What are the consequences?

"Over time, this continuous demand for attention and rapid switching between content and activities can lead to a feeling of restlessness, with the brain seeming to bounce around because it struggles to maintain focus on a single activity for an extended period of time," she adds. It's not brain damage, but it's definitely a change. "The neural pathways of the brain are being redirected or adapted to accommodate the demands of our multitasking and the speed we need to process information," Haig explains. "This, over the long term, could lead to a reduction in the brain's ability to engage in deep, focused, sustained attention, skills that are crucial for complex analysis and critical thinking. Although the brain's plasticity allows it to adapt to these new demands, the concern is that these adaptations may come at the expense of our ability to deeply and reflectively engage with any kind of content, with potential repercussions on learning, memory, and emotional regulation."

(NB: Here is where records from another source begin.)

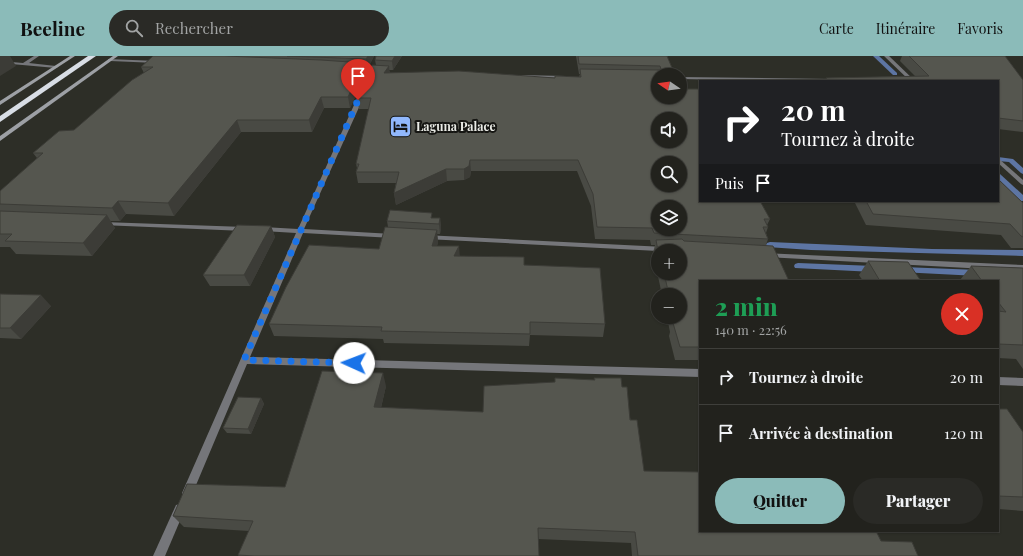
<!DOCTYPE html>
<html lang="fr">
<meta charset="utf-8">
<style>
:root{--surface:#22221d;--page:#2a2a26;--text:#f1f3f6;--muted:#a2a4a4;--line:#3f3f3b;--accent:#8bbbb9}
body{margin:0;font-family:"Playfair Display",serif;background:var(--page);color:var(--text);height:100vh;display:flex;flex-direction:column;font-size:15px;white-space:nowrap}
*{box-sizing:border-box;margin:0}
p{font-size:13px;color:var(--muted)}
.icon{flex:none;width:22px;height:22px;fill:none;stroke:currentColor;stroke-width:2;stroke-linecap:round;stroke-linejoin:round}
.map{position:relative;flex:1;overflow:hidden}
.sheet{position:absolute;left:699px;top:224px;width:300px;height:252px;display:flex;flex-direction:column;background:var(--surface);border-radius:0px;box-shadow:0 1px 3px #0004,0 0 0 1px var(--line)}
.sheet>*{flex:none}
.top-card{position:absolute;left:699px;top:24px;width:300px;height:122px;border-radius:0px;box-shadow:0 1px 3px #0004,0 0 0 1px var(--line);background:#202124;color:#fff;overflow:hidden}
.needle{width:26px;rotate:283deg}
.controls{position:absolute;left:651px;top:12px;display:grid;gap:8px}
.controls a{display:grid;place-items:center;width:36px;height:36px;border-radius:50%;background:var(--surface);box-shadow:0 1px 3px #0004,0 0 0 1px var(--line);font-size:20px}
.pin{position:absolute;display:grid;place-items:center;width:34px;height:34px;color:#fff;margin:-41px -17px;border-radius:50% 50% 50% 0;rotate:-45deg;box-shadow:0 0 4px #0007}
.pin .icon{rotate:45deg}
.me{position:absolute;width:44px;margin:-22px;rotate:272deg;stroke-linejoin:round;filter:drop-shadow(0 0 3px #0008)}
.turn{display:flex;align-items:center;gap:14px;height:84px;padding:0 16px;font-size:18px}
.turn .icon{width:52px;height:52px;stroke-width:2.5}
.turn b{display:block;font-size:28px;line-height:34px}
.then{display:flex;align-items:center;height:38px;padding:0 16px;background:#0003;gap:8px;font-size:15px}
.round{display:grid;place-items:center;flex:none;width:42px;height:42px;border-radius:21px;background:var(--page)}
.overview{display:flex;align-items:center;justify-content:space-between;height:68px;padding:0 16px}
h1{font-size:24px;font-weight:800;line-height:30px;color:#1e9e55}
.cta{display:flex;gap:8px;margin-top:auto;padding:8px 16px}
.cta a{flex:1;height:46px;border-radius:24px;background:var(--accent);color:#111;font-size:16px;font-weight:800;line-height:46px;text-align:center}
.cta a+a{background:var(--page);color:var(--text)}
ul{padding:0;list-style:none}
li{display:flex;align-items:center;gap:12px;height:56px;padding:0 16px;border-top:1px solid var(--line)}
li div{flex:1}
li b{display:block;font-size:15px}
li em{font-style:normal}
header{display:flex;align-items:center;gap:24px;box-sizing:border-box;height:56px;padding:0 20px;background:var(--accent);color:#111}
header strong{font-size:19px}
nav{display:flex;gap:22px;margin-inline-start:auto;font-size:14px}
.search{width:280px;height:36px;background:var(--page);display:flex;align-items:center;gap:10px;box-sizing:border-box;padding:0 14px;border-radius:22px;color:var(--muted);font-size:15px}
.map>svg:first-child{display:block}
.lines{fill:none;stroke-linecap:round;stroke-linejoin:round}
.stream{fill:#5d75a3;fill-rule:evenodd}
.lane{fill:#75767a;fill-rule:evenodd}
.street{fill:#75767a;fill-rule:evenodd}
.secondary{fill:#9da0a5;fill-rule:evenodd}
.highway{fill:#d8dde5;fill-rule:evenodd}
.wall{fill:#494a44;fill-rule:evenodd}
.shaded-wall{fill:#3c3c37}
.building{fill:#55564f;stroke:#3c3c37;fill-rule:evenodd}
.route{stroke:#1a73e8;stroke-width:7;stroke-dasharray:0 12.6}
.labels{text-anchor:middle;stroke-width:4;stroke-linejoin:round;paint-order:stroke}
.far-poi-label{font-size:12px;font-weight:bold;fill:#eaebe6;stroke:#161613;text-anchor:start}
</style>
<header>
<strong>Beeline</strong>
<div class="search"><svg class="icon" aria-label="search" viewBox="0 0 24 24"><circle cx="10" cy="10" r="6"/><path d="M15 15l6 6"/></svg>Rechercher</div>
<nav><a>Carte</a><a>Itinéraire</a><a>Favoris</a></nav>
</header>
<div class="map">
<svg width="1023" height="500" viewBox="0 0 1023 500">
<rect width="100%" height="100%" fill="#2d2e27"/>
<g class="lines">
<g class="stream">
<polygon points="873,0 879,0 897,17 897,19 893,19"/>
<polygon points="998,101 1013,103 1023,112 1023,118 1021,117 1009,106 998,105"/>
<polygon points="998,117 1000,118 1023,139 1023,145 1020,145 998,123"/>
<polygon points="770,186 932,193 1023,194 1023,200 811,194 767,191 766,189 767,187"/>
<polygon points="798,207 874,210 878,213 874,216 795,212 794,210 795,208"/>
<polygon points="903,211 978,214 982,217 978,220 900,216 899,214 900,212"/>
</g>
<polygon class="lane" points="34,0 39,0 29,7 56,10 58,11 56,12 0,7 0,5 23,7"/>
<g class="street">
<polygon points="884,0 889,0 915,25 910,25"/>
<polygon points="108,3 157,5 159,6 157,7 110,5 108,4"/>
<polygon points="519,19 565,20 567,21 565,22 521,21 519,20"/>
<polygon points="680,21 835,23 837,24 800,25 680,23"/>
<polygon points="362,36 365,38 304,173 393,178 397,180 393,182 303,177 250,301 700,313 700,321 247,308 191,441 187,442 183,441 182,437 296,177 263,175 260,173 263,171 298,173 359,38"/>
<polygon points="998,102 1023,124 1023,129 1021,128 998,107"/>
<polygon points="103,166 245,171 248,173 245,175 101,169 100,168 101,167"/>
<polygon points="424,179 665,191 669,193 666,195 658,195 426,183 422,181"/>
<polygon points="763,197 1023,209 1023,215 766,201 763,201 762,199"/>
<polygon points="998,321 1023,322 1023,330 998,329"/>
<polygon points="180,448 184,449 185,453 165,500 153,500 176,449"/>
</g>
<g class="secondary">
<polygon points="70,0 75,0 0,49 0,45"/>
<polygon points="113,0 118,0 0,85 0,80"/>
</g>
<polygon class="highway" points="88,0 96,0 0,66 0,60"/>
</g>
<g class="wall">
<polygon points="153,0 374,0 368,12 365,12 366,18 350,52 324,52 312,76 241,76 174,160 126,158 120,165 110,165 115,172 92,200 16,198 10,191 0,191 0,135 37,102 33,97 74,74 144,17 141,11"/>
<path d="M376,0H402L393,14H389L390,17L555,22L579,21L580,18H579L576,0H667L681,33L770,163L767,169L768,171L766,177L768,183L766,189L700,225V304H675L669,280L670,276L667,261H680V239H662L653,197L655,189H651L650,184L595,183L591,150L577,115H471L470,121L464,124L447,125L396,149L394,137L396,127H358L356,116L357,112L356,108L369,53H359L357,42L376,9L375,4ZM658,195H680V217H658Z"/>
<polygon points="902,0 1005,0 1023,24 1023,76 998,73 998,25 825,25 826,22 915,20 900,5"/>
<polygon points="854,145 998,145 1023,147 1023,192 1011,192 1001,179 866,169"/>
<polygon points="432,162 440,162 441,172 440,178 437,178 438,186 437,190 460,200 524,209 605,268 603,281 530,279 529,290 384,287 383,283 274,280 269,268 379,193 388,171 387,165"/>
<polygon points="271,170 275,181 250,230 210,230 203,219"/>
<polygon points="868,205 921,225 863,225 859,219"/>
<polygon points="971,210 1023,212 1023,313 1016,303 998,302 998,225 961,225 960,224"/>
<polygon points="0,238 51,250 21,283 0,282"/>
<polygon points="594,322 622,331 644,415 881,485 918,500 632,500 631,487 538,483 539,500 239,500 238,499 249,475 184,471 173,460 285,431 386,330 381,352 483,356 594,324"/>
<polygon points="261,342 264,348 251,378 227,377 223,372"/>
<polygon points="998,353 1023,376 1023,455 998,453"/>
<polygon points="700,400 700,412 698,404"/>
</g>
<g class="shaded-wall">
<polygon points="0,0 10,0 16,10 0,20"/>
<polygon points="368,0 374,0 368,12 366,3"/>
<polygon points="395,0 402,0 393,14 392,5"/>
<polygon points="364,7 366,18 350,52 348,41"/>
<polygon points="389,10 390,20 384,17"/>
<polygon points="321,41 324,52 312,76 309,64"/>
<polygon points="237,64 241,76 174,160 168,147"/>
<polygon points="470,104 471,115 470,121 464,124 464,113"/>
<polygon points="446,113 447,125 396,149 394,137"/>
<polygon points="118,145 126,158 120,165 112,152"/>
<polygon points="107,159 115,172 92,200 83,187"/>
<polygon points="440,162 441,172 440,178 439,168"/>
<polygon points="271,170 275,181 250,230 244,219"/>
<polygon points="437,174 438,186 434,202 432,190"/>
<polygon points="459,190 460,202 454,200"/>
<polygon points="41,239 51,250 21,283 10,272"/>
<polygon points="383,317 386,330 378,364 374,351"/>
<polygon points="261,342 264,348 251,378 248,373"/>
</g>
<g class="building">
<polygon points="153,0 225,0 321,4 364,7 348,41 321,41 309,64 237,64 168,147 118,145 112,152 0,148 0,135 43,97 33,97 59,75 74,74 132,24 153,11 141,11"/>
<polygon points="287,0 368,0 366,3"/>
<polygon points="376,0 395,0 392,5 375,4"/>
<path d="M578,0H667L675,19H658V41H680V30L681,33H700V145H760L770,163H764L768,171H763L768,183L654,177L652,172L597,171L593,138L578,104H470L469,110L464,113H446L394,137L399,116H356L359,108H356L371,42H357L372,9L389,10L384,17L459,15L555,22V20L581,21L580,13L660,14L661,13L660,10L579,8ZM658,63H680V85H658ZM658,107H680V129H658ZM658,151H680V173H658Z"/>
<polygon points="909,0 1005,0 1023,24 1023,65 998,62 998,25 829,25 826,22 929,20"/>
<polygon points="998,123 1023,147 1023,181 1021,180 1010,168 873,158 866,145 998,145"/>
<polygon points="390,154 432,157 431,162 440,162 439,168 387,165"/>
<polygon points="0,155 107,159 83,187 5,185 12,178 0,178"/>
<polygon points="237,169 271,170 244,219 203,219"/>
<polygon points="385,171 437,174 432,190 459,190 454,200 524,201 524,209 600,212 605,268 530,266 530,278 381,275 382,271 269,268 286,231 309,189 379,193"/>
<polygon points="682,183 684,185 773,190 789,225 700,225 700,291 680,291 673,267 675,266 674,261 680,261 680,239 669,239 664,217 680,217 680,195 658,195 656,184"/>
<polygon points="868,205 908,206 921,225 880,225"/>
<polygon points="971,210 1023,212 1023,289 998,288 998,255 1006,256 998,246 998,225 982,225"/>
<polygon points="0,238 41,239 10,272 0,272"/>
<polygon points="322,315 383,317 374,351 483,356 484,330 555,326 555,322 595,324 594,322 621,322 622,331 627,331 630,364 637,364 644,415 700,416 700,475 876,475 881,485 912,486 918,500 638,500 635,476 538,472 539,500 254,500 238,499 253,465 173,460 187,428 285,431"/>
<polygon points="238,341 261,342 248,373 223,372"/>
<polygon points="998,353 1007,353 1023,376 1023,441 998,440"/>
</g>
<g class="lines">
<polyline class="route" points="354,307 244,304 358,44"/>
</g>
<defs>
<symbol id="hotel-square" viewBox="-11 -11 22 22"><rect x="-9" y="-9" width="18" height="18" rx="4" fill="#91b8fd" stroke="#161613"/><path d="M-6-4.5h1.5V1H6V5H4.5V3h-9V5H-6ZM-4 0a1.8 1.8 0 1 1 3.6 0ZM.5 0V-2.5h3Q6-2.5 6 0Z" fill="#111"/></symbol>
</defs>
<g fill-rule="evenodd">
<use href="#hotel-square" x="388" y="58" width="25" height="25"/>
</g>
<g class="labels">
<g class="far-poi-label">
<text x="416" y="75">Laguna Palace</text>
</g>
</g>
</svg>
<div class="controls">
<a><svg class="needle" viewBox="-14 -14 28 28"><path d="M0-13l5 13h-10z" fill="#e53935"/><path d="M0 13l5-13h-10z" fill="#a2a4a4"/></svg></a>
<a><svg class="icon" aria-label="sound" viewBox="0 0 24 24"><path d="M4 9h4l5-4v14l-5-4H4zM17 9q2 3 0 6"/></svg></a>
<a><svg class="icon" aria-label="search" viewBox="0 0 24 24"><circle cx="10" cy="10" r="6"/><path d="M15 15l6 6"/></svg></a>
<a><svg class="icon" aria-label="layers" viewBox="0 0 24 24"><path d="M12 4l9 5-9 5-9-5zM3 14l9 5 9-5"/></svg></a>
<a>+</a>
<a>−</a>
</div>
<div class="pin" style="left:358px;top:44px;background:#d93025"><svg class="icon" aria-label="arrive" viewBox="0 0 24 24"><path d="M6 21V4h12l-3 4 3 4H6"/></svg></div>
<svg class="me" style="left:354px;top:307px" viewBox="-20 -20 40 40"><circle r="19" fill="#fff"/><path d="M0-13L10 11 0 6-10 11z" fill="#1a73e8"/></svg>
<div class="top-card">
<div class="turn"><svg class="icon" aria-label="right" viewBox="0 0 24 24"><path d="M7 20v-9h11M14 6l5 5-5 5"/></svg><div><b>20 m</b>Tournez à droite</div></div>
<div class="then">Puis<svg class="icon" aria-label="arrive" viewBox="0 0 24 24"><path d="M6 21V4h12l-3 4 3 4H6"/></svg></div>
</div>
<section class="sheet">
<div class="overview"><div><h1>2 min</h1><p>140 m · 22:56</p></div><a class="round" style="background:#d93025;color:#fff"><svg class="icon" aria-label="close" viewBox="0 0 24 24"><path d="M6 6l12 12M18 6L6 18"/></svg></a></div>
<ul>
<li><svg class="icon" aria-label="right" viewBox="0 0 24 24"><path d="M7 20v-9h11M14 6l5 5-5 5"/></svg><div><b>Tournez à droite</b></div><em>20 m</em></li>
<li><svg class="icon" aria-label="arrive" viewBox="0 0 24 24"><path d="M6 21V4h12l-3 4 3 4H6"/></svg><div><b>Arrivée à destination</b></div><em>120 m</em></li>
</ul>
<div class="cta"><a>Quitter</a><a>Partager</a></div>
</section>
</div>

Loss of concentration ability and social debates

The truth is, we see this every day on social media already. Have you tried to read any comments lately? Or to discuss civilly with someone? We don't go beyond the headlines of articles, beyond the surface of issues. Even when in good faith, people seem to be losing more and more the ability to reason and delve deeper, to address things in a intersectional and nuanced way. It's not just others, it's also us. Our brains are volatile, we can't find the words. There are only factions, viral content, dramatizations for humorous or tragic effect, emotionally strong content that serves to capture us for just a second, making us cry or angry. Everything passes through our brain at the speed of light, and little or nothing remains. As reality becomes complex, our brains get used to never thinking about anything for too long, and this attitude creeps from the phone to reality, translates into everyday life. What could go wrong?

How can we defeat this trend?

Even though we tend to be somewhat victims of popcorn brain, and it doesn't depend solely on us, we can work on our brain. Escape compulsive scrolling, choose screen-free activities that re-acclimate us to calmness and reflection. We can learn to knit, play cards, read a book, challenge ourselves to watch a movie without picking up the phone even once. Protecting ourselves from stimuli is impossible, but we can try to limit them. Not only to avoid popcorn brain, but also to remain anchored in a world that increasingly needs critical thinking.